Al igual que su maestro de habla inglesa, Quiroga también exploró el peligro de la razón atormentada en La gallina degollada (1917). Varios niños terminan asesinando a su única hermana sana. Ambos autores se vieron seducidos por el universo inexplorado del cerebro humano y los peligros que podía significar. Pero en el caso de Quiroga ya había más conocimiento al respecto. Así, no se inclinó tanto por el desequilibrio mental como un misterio, sino por lo frágil e insuficiente de su naturaleza.

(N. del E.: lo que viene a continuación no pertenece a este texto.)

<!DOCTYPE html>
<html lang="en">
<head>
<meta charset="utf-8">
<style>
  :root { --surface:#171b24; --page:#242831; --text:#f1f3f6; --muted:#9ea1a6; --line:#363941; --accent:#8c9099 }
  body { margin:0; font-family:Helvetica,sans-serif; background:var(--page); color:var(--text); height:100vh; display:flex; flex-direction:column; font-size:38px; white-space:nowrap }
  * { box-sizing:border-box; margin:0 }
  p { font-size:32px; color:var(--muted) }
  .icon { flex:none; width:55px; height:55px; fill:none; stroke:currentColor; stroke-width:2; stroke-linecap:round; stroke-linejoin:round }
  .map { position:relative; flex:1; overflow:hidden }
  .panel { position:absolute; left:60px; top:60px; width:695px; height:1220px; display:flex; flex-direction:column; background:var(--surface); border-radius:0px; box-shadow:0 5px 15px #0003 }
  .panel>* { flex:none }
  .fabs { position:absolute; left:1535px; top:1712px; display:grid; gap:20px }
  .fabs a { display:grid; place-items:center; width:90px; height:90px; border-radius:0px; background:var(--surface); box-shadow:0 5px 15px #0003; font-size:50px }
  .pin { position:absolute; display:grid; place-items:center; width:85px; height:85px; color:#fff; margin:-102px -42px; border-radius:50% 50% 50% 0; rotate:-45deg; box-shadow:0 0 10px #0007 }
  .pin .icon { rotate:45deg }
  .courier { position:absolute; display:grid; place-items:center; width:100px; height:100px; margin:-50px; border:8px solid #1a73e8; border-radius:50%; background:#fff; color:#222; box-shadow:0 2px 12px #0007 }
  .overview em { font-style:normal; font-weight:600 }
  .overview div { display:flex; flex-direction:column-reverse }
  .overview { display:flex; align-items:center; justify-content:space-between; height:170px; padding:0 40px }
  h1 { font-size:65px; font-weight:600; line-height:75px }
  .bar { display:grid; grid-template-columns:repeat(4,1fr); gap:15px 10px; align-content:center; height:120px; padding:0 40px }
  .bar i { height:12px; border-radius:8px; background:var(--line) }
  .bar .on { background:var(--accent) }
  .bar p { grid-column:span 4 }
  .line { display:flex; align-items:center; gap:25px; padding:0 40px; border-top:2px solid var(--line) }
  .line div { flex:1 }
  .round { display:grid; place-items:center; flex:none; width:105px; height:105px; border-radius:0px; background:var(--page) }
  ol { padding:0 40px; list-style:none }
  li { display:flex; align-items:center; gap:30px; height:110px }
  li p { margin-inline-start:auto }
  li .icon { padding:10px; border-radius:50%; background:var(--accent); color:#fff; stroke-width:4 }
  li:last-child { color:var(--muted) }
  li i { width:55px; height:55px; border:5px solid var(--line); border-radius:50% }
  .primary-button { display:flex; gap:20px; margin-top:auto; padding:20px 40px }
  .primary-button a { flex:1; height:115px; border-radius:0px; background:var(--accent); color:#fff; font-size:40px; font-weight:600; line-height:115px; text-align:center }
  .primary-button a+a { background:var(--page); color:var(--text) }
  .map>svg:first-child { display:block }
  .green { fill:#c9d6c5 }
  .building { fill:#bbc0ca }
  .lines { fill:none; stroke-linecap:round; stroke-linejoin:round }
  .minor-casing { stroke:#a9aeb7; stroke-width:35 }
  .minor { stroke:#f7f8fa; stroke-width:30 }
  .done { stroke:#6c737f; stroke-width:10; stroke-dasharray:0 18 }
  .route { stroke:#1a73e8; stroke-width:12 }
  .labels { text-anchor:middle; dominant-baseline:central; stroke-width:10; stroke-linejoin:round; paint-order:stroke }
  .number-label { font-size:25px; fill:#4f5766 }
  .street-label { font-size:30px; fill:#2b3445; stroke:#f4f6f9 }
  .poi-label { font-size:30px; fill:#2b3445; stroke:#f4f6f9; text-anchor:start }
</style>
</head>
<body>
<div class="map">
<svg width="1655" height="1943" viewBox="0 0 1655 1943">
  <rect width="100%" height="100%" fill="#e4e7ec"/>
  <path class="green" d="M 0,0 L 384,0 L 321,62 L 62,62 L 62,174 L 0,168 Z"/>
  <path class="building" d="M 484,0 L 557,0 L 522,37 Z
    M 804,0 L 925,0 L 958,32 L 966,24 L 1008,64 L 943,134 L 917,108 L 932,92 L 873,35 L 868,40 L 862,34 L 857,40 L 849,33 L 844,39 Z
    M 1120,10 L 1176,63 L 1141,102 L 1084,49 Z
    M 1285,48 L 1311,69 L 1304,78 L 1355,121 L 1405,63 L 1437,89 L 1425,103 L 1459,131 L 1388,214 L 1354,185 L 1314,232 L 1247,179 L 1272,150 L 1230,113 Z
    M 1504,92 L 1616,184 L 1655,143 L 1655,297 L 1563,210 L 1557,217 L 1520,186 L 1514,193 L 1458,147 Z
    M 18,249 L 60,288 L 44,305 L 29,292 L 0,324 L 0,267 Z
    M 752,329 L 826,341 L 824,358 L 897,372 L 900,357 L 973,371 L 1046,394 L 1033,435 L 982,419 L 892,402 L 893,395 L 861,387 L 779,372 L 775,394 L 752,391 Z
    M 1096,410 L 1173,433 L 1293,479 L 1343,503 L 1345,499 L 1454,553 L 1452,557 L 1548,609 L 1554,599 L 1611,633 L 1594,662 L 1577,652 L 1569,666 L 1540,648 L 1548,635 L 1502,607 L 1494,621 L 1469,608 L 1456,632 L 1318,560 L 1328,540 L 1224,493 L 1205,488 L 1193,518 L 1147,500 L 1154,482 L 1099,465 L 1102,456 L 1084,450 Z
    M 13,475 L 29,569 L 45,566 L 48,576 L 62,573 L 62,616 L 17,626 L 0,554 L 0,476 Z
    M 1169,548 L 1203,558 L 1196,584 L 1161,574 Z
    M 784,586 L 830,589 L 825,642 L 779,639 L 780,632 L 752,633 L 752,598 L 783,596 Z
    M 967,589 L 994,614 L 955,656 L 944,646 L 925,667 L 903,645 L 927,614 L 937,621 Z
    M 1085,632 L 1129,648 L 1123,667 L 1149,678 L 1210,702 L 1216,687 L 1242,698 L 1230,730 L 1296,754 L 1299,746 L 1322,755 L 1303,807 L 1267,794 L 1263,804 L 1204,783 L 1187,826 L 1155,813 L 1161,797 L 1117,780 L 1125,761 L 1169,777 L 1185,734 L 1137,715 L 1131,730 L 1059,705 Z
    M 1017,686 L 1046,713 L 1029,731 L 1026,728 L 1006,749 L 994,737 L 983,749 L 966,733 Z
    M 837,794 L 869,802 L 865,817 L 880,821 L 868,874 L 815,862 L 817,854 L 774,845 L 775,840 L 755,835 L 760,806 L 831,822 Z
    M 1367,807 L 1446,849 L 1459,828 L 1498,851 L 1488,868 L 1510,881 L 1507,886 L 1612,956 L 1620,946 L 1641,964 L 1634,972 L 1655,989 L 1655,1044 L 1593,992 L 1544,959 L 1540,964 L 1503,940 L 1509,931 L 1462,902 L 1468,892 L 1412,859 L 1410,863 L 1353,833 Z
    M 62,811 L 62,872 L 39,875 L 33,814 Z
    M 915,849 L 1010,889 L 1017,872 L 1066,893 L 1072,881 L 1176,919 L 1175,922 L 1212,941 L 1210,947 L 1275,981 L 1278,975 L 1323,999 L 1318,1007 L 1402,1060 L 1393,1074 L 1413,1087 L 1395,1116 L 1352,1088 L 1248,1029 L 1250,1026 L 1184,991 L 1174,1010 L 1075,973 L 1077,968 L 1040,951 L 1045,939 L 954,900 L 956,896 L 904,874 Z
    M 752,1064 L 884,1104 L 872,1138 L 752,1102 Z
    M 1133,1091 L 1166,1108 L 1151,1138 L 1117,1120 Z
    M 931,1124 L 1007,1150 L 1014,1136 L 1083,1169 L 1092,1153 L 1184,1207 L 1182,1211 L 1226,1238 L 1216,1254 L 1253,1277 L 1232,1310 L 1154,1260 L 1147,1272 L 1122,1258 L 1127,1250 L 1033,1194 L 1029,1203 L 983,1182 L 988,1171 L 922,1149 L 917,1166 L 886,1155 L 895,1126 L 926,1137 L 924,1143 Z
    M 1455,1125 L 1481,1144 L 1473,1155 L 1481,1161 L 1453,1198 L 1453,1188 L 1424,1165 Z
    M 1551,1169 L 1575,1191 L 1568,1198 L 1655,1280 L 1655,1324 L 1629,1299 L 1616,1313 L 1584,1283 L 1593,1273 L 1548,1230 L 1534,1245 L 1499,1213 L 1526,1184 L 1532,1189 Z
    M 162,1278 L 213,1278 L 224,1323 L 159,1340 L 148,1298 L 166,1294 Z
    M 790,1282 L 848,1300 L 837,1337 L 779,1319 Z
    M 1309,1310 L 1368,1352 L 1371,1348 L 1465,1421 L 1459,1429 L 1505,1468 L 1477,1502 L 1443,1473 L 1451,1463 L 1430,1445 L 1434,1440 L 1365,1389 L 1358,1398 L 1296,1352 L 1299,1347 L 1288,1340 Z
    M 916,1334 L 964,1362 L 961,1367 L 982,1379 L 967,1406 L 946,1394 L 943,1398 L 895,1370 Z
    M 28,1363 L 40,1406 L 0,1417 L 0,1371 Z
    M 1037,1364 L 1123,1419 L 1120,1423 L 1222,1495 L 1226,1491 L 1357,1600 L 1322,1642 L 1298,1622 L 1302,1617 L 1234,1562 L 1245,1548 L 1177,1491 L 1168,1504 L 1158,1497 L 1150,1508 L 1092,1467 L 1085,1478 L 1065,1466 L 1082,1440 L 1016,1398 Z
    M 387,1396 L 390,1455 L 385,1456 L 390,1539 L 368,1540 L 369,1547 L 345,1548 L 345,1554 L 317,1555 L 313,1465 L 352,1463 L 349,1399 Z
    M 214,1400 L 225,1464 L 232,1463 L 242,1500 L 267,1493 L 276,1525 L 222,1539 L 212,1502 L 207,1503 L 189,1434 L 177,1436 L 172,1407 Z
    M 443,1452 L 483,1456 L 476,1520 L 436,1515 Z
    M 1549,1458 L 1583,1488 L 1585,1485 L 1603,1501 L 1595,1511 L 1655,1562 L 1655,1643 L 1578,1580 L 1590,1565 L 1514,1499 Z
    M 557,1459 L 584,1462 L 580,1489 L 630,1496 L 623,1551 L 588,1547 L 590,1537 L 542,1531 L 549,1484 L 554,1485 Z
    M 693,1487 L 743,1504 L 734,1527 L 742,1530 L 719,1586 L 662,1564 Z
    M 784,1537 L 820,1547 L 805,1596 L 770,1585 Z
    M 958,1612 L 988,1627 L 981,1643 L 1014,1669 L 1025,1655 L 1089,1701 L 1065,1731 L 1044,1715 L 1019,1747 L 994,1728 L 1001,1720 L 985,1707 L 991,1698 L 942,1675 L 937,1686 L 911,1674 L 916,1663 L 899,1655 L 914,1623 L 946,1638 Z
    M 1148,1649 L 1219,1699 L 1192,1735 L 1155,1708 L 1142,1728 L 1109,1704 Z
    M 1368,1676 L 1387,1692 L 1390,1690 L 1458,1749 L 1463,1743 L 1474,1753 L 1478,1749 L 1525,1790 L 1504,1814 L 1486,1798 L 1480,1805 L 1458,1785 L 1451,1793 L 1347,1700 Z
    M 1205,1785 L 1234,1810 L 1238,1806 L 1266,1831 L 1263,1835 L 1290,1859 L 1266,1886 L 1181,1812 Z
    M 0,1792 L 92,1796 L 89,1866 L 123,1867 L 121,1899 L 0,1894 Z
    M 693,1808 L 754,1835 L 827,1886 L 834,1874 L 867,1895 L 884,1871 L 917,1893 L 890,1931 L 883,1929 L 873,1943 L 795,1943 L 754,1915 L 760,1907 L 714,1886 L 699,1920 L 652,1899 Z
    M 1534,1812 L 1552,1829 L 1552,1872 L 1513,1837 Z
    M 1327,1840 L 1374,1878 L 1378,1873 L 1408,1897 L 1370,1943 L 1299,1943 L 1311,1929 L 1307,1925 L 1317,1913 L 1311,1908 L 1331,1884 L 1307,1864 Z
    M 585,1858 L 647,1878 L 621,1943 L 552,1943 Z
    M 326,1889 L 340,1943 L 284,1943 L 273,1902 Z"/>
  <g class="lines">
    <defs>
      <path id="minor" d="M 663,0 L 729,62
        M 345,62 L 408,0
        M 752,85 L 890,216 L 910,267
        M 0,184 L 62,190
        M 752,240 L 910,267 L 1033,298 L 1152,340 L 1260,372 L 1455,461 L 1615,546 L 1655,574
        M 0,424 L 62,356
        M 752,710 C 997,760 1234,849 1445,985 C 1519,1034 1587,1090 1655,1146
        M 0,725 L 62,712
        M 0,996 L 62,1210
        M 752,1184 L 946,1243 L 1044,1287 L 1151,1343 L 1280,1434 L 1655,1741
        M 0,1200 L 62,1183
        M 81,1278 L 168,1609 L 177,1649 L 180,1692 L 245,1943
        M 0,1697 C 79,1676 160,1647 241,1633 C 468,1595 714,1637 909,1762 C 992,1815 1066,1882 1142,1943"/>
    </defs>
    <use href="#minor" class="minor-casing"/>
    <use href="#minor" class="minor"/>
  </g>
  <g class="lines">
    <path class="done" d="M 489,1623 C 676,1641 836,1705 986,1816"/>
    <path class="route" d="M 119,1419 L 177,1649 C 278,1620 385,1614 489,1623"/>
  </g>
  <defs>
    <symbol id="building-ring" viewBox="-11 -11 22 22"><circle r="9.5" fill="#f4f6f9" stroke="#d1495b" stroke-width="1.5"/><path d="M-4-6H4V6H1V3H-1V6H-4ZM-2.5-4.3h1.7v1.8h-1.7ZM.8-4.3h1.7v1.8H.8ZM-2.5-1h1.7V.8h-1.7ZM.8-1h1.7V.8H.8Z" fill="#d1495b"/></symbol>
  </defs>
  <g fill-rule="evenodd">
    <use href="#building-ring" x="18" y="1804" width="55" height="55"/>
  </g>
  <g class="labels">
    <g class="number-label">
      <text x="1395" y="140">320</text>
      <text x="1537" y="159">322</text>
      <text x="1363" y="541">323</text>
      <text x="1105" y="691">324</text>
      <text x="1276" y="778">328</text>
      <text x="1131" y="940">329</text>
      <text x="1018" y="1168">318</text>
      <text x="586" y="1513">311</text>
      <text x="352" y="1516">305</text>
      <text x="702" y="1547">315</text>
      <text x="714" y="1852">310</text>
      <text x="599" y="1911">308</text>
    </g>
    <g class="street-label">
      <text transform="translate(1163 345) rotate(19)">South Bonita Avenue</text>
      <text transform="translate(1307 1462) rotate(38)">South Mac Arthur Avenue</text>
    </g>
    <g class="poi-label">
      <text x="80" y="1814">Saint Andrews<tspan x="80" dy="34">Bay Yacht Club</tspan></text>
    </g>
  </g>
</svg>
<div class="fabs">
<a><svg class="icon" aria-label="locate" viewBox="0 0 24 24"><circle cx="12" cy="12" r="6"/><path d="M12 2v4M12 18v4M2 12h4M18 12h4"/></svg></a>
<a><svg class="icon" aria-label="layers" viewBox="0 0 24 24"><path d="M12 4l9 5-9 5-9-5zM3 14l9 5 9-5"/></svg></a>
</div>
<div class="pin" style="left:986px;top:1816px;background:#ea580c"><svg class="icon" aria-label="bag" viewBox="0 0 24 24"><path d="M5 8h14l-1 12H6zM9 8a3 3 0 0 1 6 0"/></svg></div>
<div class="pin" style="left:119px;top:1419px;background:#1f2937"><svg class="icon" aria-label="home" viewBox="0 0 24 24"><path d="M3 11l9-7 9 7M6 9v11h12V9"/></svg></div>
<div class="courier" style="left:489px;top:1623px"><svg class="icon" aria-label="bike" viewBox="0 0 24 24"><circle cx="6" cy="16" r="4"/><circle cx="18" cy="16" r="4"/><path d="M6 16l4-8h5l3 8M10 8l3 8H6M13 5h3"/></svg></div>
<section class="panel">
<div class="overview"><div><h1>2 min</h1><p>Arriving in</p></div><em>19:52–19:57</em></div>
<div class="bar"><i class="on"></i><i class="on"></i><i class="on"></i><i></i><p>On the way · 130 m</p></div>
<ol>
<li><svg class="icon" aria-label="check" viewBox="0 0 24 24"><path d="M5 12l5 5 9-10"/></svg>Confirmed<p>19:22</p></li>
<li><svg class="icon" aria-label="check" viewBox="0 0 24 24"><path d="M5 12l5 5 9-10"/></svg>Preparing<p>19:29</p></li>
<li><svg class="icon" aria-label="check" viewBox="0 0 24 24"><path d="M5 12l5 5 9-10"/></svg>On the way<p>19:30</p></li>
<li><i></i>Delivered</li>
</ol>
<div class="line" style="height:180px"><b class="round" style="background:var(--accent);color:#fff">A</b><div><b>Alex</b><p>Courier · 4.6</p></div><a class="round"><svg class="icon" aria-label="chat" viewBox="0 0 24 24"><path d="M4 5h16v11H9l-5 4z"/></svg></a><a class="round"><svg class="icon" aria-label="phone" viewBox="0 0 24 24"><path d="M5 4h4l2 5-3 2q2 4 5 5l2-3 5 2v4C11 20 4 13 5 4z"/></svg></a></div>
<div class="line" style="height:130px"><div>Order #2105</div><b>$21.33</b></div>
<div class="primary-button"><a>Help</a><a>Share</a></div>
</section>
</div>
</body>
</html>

Fue un admirador de Poe a viva voz. Lo hace evidente en su Decálogo del perfecto cuentista (1927). La primera de las 10 indicaciones ordenaba: “Cree en el maestro (Poe, Maupassant, Kipling, Chejov) como en Dios mismo”. Para él, Poe era el primero, y se deja ver en la estructura de sus cuentos. Comienzos abruptos, relatos breves, descripciones filosas. Atmósferas que aplastan y que se salen de control.

Dejó que sus papeles se impregnaran no solo con el perfume de su época, sino con lo que contenía su retina. Paisajes selváticos, animales salvajes, su residencia en la selva de Misiones le dio el paisaje exótico que buscaron muchos autores románticos en épocas anteriores. Y al igual que Poe, la visión oscura de su entorno. Enemigos en cada esquina, y una fuerza de la naturaleza que parece conspirar de manera constante contra la supervivencia del ser humano. A la deriva (1917), Cuentos de la selva (1918), Anaconda (1921), o incluso El almohadón de plumas (1917).

El legado de Poe fue arrollador. Parece ser que, en aquel siglo XIX que describió en colores oscuros, abrió una ranura en el panorama literario que hasta el momento no había sido tan explorado. Pero luego de él, varios emprendieron el mismo camino. Dostoyevski en Rusia, Quiroga en Uruguay. Su tinte negro también se encuentra en Baudelaire, en Lovecraft, en Borges y en Cortázar. Y hoy, la psicología amenazante late en miles de narraciones tanto literarias como cinematográficas. Las historias de asesinos en serie y raras dolencias de comportamiento llenan tanto librerías como salas de cine desde hace décadas. Porque el terror más eficiente se esconde ahí, en lo que no entendemos. En lo que forma parte de la realidad y puede convertirse en un problema palpable de un día para el otro. En el desconcierto de lo que no se entiende y no se puede predecir.